Site icon Vocasia

CodeIgniter vs Laravel: Memilih Framework Pengembangan Web Terbaik

Medium.com

Medium.com

PHP adalah pilihan yang sangat populer untuk pengembang backend, untuk membangun solusi yang disesuaikan. Hal ini dapat diketahui dari statistik penggunaan PHP.

Menggunakan kerangka kerja PHP sangat penting untuk mempercepat proses pengembangan web. Saat ini, ada banyak jenis kerangka kerja aplikasi web PHP yang ada di web dan di antara banyak pilihan, dua kerangka kerja PHP yang terkenal adalah Laravel dan CodeIgniter.

Di blog ini, kita akan melihat perbandingan detail CodeIgniter vs Laravel untuk menentukan framework mana yang lebih unggul. Mari kita periksa konsep dan perbedaan mendasar antara framework Laravel dan CodeIgniter secara mendalam. Tapi pertama-tama, kita akan membahas secara singkat beberapa fitur dari kedua kerangka kerja.

Apa itu Laravel?

Laravel adalah kerangka kerja PHP open-source, dibentuk oleh Taylor Otwell dan direncanakan untuk pengembangan aplikasi web berfitur lengkap. Ini mengikuti arsitektur model-view-controller (MVC), terinspirasi oleh kerangka kerja berbasis PHP populer lainnya, Symfony.

Kode sumbernya di-host di GitHub dan dilisensikan di bawah ketentuan Lisensi MIT. Ini adalah kerangka kerja PHP yang dapat dipercaya karena mengikuti pedoman bahasa yang akurat dan ekspresif.

Banyak tugas yang terlibat dalam pengembangan aplikasi web, seperti perutean, otentikasi, caching, dan sesi dirasionalisasikan dengan pengembangan Laravel untuk menghemat banyak sumber daya dan waktu pengembangan.

Fitur-fitur tertentu Laravel adalah beragam cara untuk mengambil database relasional, sistem pengemasan terintegrasi dengan manajer ketergantungan khusus, kepraktisan yang membantu dalam pemeliharaan dan penerapan aplikasi.

Baca Juga: 9 Framework Web Populer untuk Pengembangan Aplikasi Web

Mengapa menggunakan Laravel?

Baca Juga: Mengenal Database Server

Apa itu Codelgniter?

CodeIgniter adalah kerangka kerja PHP yang kuat.
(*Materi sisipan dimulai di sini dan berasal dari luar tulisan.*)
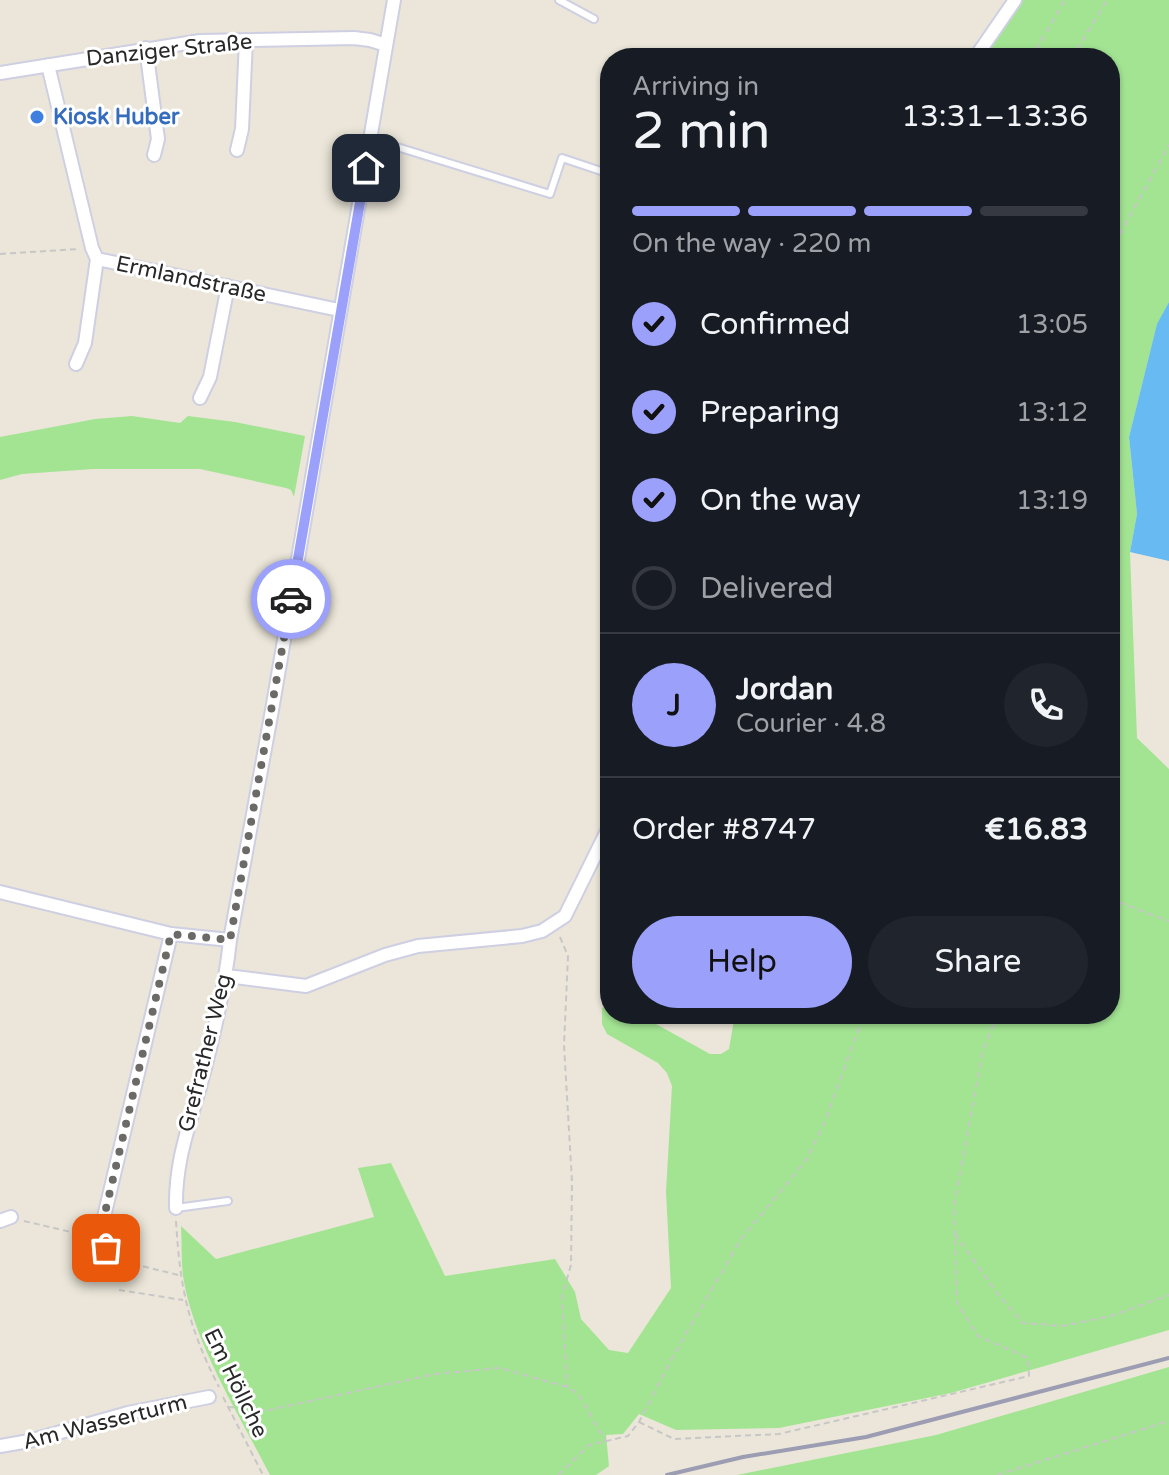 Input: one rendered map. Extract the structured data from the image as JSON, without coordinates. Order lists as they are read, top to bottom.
{
  "streets": {
    "street": [
      "Danziger Straße",
      "Ermlandstraße",
      "Grefrather Weg",
      "Am Wasserturm"
    ],
    "path": ["Em Höllche"]
  },
  "crossings": [
    ["Danziger Straße", "Ermlandstraße"],
    ["Danziger Straße", "Grefrather Weg"],
    ["Ermlandstraße", "Grefrather Weg"],
    ["Grefrather Weg", "Em Höllche"]
  ],
  "places": ["Kiosk Huber"],
  "page": {
    "heading": ["2 min", "Arriving in", "13:31–13:36"],
    "panel": [
      "Jordan",
      "Courier · 4.8",
      "Order #8747",
      "€16.83"
    ],
    "bar": "On the way · 220 m",
    "list": [
      ["Confirmed", "13:05"],
      ["Preparing", "13:12"],
      ["On the way", "13:19"],
      "Delivered"
    ],
    "round": "J",
    "buttons": ["Help", "Share"]
  }
} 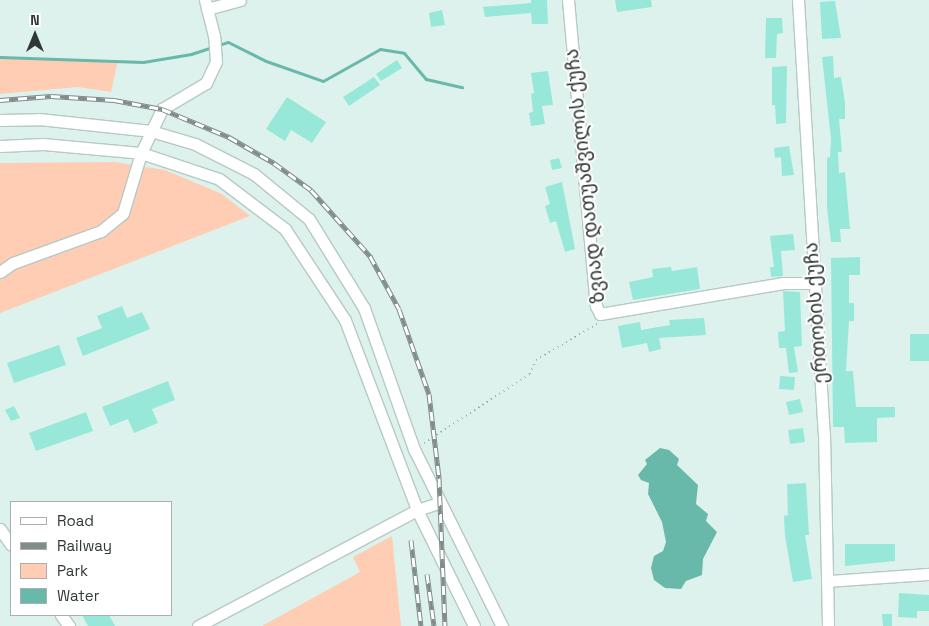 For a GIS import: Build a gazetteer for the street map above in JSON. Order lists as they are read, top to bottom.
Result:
{
  "streets": {
    "street": ["ზვიად დათუაშვილის ქუჩა", "ერთობის ქუჩა"]
  },
  "crossings": [
    ["ზვიად დათუაშვილის ქუჩა", "ერთობის ქუჩა"]
  ],
  "legend": [
    "Road",
    "Railway",
    "Park",
    "Water"
  ],
  "north": "top"
} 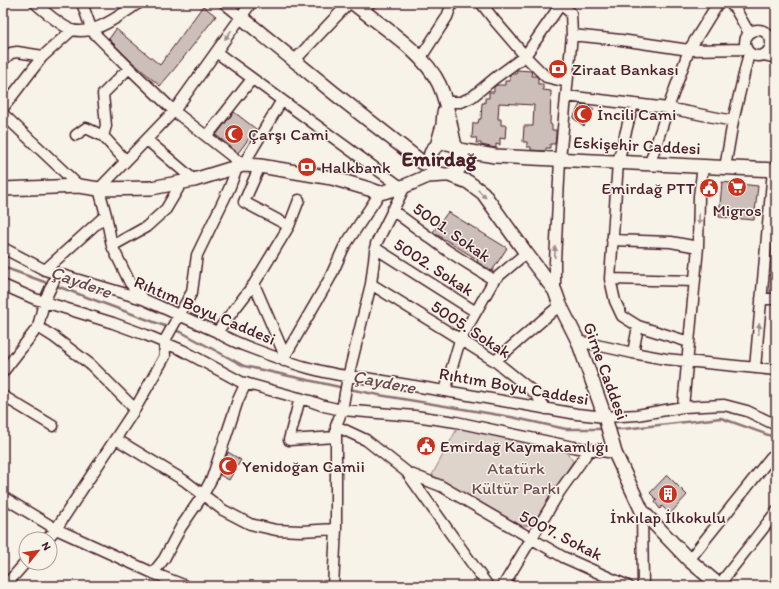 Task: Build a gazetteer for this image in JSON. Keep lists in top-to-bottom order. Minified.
{"streets":{"main road":["Eskişehir Caddesi","Girne Caddesi"],"street":["5001. Sokak","5002. Sokak","Rıhtım Boyu Caddesi","5005. Sokak","5007. Sokak"]},"crossings":[["Eskişehir Caddesi","Girne Caddesi"],["Rıhtım Boyu Caddesi","5005. Sokak"],["Rıhtım Boyu Caddesi","Girne Caddesi"]],"districts":["Emirdağ"],"water":["Çaydere"],"parks":["Atatürk Kültür Parkı"],"places":{"bank":["Ziraat Bankası","Halkbank"],"mosque":["İncili Cami","Çarşı Cami","Yenidoğan Camii"],"supermarket":["Migros"],"public building":["Emirdağ PTT","Emirdağ Kaymakamlığı"],"building":["İnkılap İlkokulu"]},"north":"top right"} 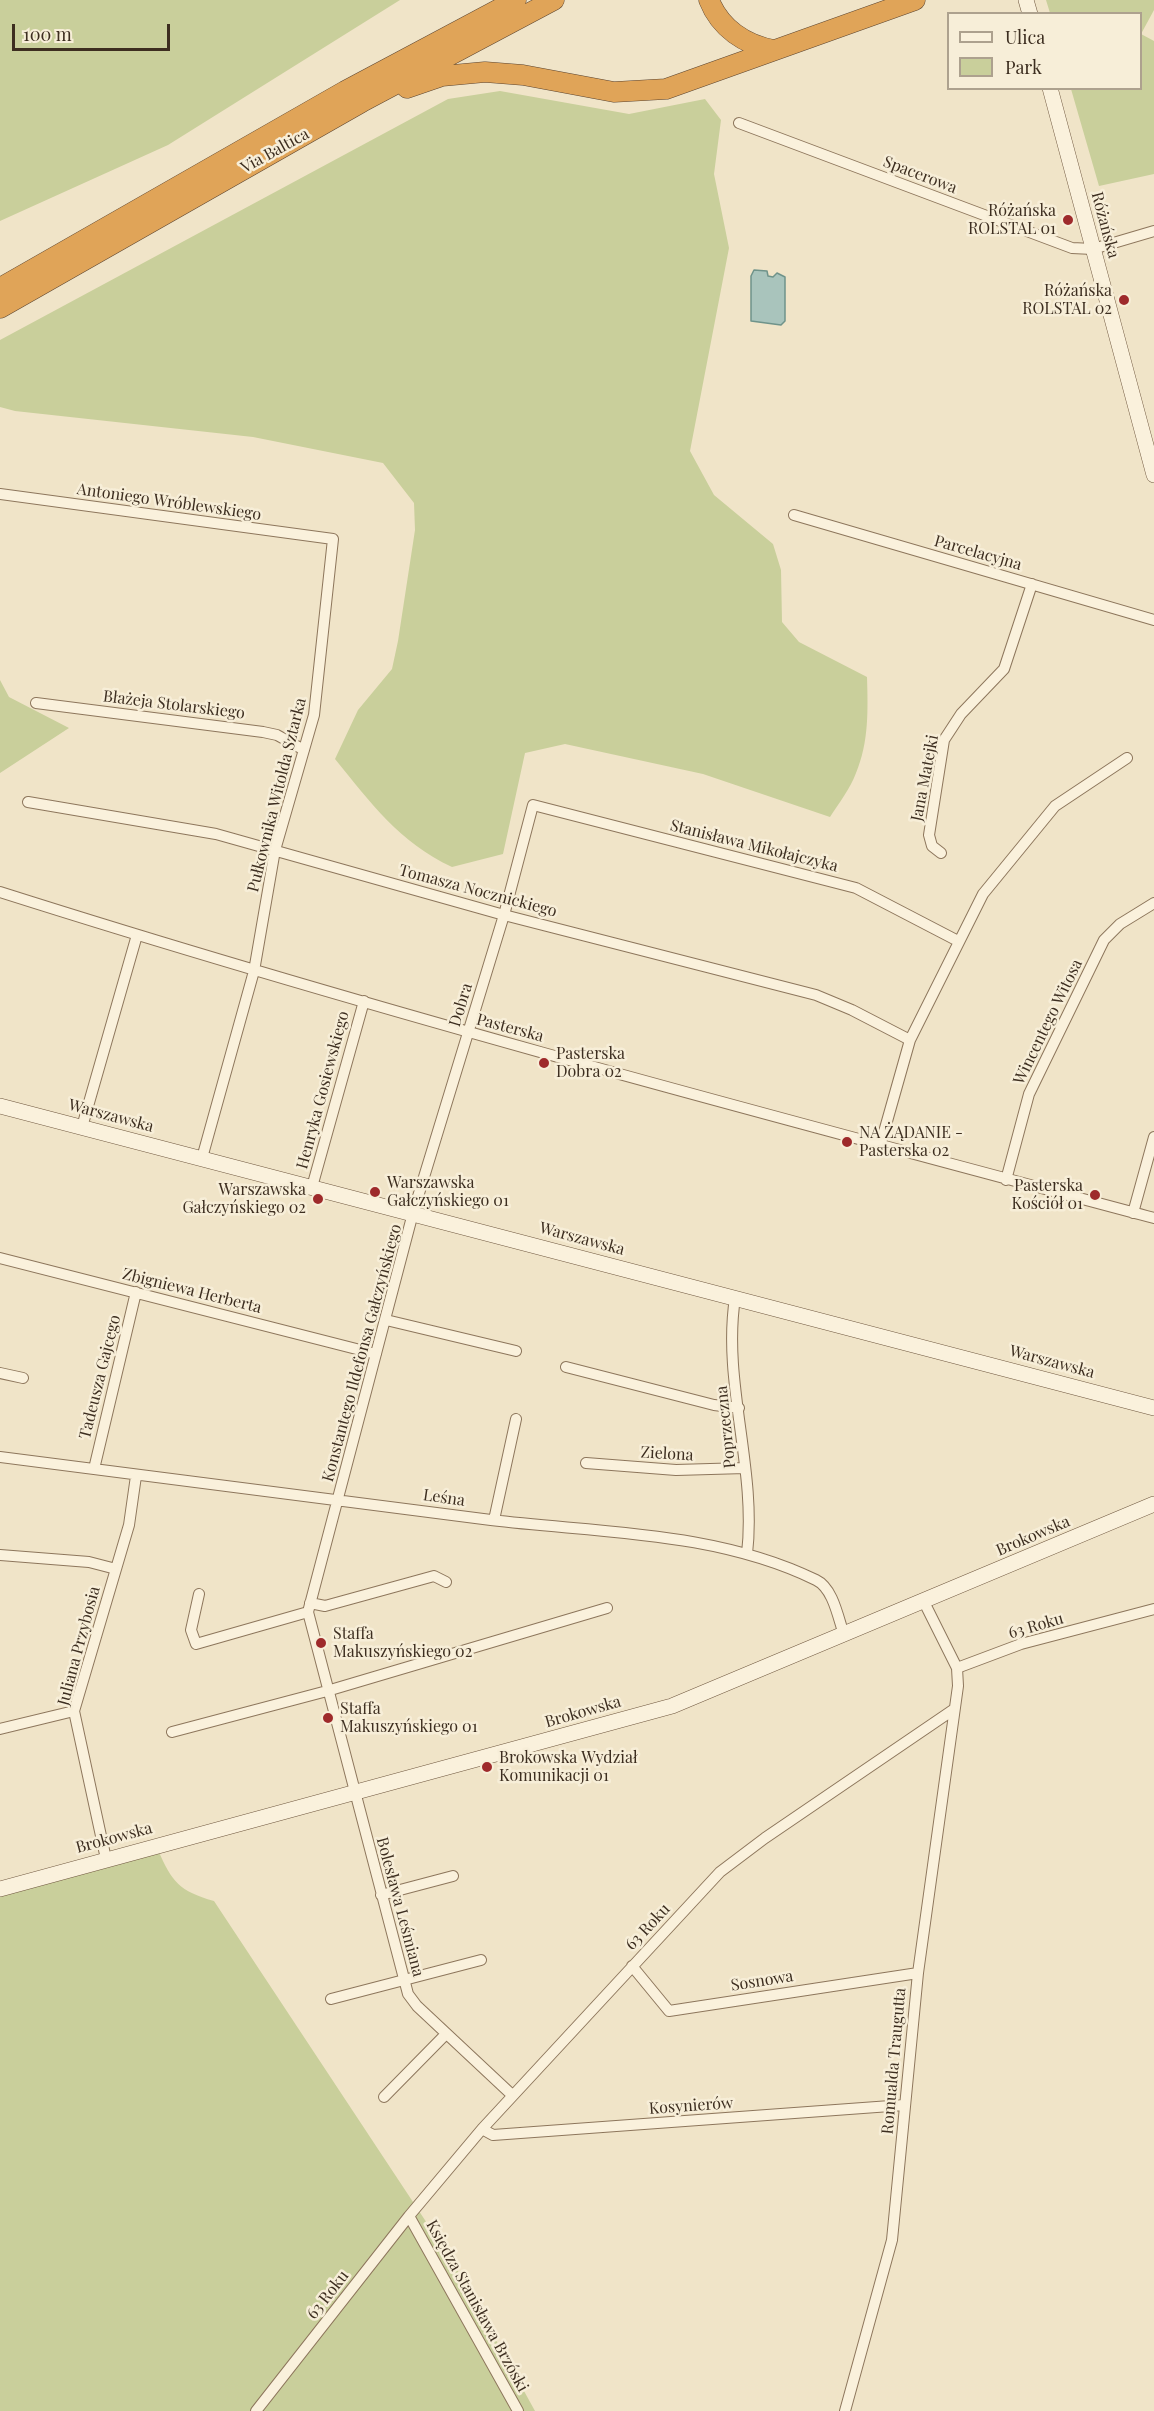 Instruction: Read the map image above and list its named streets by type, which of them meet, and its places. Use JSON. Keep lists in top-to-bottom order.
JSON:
{
  "streets": {
    "highway": ["Via Baltica"],
    "street": [
      "Spacerowa",
      "Różańska",
      "Antoniego Wróblewskiego",
      "Parcelacyjna",
      "Błażeja Stolarskiego",
      "Jana Matejki",
      "Pułkownika Witolda Sztarka",
      "Stanisława Mikołajczyka",
      "Tomasza Nocznickiego",
      "Dobra",
      "Wincentego Witosa",
      "Pasterska",
      "Henryka Gosiewskiego",
      "Warszawska",
      "Zbigniewa Herberta",
      "Konstantego Ildefonsa Gałczyńskiego",
      "Tadeusza Gajcego",
      "Poprzeczna",
      "Zielona",
      "Leśna",
      "Brokowska",
      "63 Roku",
      "Juliana Przybosia",
      "Bolesława Leśmiana",
      "Sosnowa",
      "Romualda Traugutta",
      "Kosynierów",
      "Księdza Stanisława Brzóski"
    ]
  },
  "crossings": [
    ["Spacerowa", "Różańska"],
    ["Antoniego Wróblewskiego", "Pułkownika Witolda Sztarka"],
    ["Parcelacyjna", "Jana Matejki"],
    ["Błażeja Stolarskiego", "Pułkownika Witolda Sztarka"],
    ["Pułkownika Witolda Sztarka", "Tomasza Nocznickiego"],
    ["Pułkownika Witolda Sztarka", "Pasterska"],
    ["Pułkownika Witolda Sztarka", "Warszawska"],
    ["Stanisława Mikołajczyka", "Dobra"],
    ["Tomasza Nocznickiego", "Dobra"],
    ["Dobra", "Pasterska"],
    ["Dobra", "Warszawska"],
    ["Dobra", "Konstantego Ildefonsa Gałczyńskiego"],
    ["Wincentego Witosa", "Pasterska"],
    ["Pasterska", "Henryka Gosiewskiego"],
    ["Henryka Gosiewskiego", "Warszawska"],
    ["Warszawska", "Konstantego Ildefonsa Gałczyńskiego"],
    ["Warszawska", "Poprzeczna"],
    ["Zbigniewa Herberta", "Konstantego Ildefonsa Gałczyńskiego"],
    ["Zbigniewa Herberta", "Tadeusza Gajcego"],
    ["Konstantego Ildefonsa Gałczyńskiego", "Leśna"],
    ["Konstantego Ildefonsa Gałczyńskiego", "Bolesława Leśmiana"],
    ["Tadeusza Gajcego", "Leśna"],
    ["Poprzeczna", "Zielona"],
    ["Poprzeczna", "Leśna"],
    ["Leśna", "Brokowska"],
    ["Leśna", "Juliana Przybosia"],
    ["Brokowska", "Juliana Przybosia"],
    ["Brokowska", "Bolesława Leśmiana"],
    ["63 Roku", "Bolesława Leśmiana"],
    ["63 Roku", "Sosnowa"],
    ["63 Roku", "Romualda Traugutta"],
    ["63 Roku", "Kosynierów"],
    ["63 Roku", "Księdza Stanisława Brzóski"],
    ["Sosnowa", "Romualda Traugutta"],
    ["Romualda Traugutta", "Kosynierów"]
  ],
  "places": [
    "Różańska ROLSTAL 01",
    "Różańska ROLSTAL 02",
    "Pasterska Dobra 02",
    "NA ŻĄDANIE - Pasterska 02",
    "Warszawska Gałczyńskiego 01",
    "Pasterska Kościół 01",
    "Warszawska Gałczyńskiego 02",
    "Staffa Makuszyńskiego 02",
    "Staffa Makuszyńskiego 01",
    "Brokowska Wydział Komunikacji 01"
  ],
  "legend": ["Ulica", "Park"],
  "scale_bar": "100 m"
}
Ini telah dirancang untuk pengembang yang menyukai toolkit sederhana dan elegan untuk membuat aplikasi web berfitur lengkap. CodeIgniter adalah salah satu framework terbaik yang ada di pasaran untuk membuat situs web dinamis menggunakan PHP.

Codeigniter memungkinkan pemangku kepentingan dengan dokumentasi yang jelas dan terstruktur. Ini menawarkan stabilitas dan dukungan yang unggul. Ini memfasilitasi metode perutean sederhana. Selanjutnya, ini membantu Anda ke situs web yang di-cache untuk meningkatkan kinerja dan waktu pemuatan.

Ini memberikan kebebasan penuh bagi pengguna sehingga mereka tidak perlu bergantung pada pola pengembangan MVC. Hal terbaik tentang CodeIgniter adalah memungkinkan plugin pihak ketiga yang membantu dalam mengimplementasikan fungsionalitas yang rumit. Fitur terpuji lainnya dari CodeIgniter adalah prosedur keamanan dan enkripsi yang hebat.

Mengapa menggunakan CodeIgniter?

Baca Juga: Cara Menggunakan DOMPDF pada PHP di Framework Codeigniter

Laravel vs CodeIgniter mana yang terbaik?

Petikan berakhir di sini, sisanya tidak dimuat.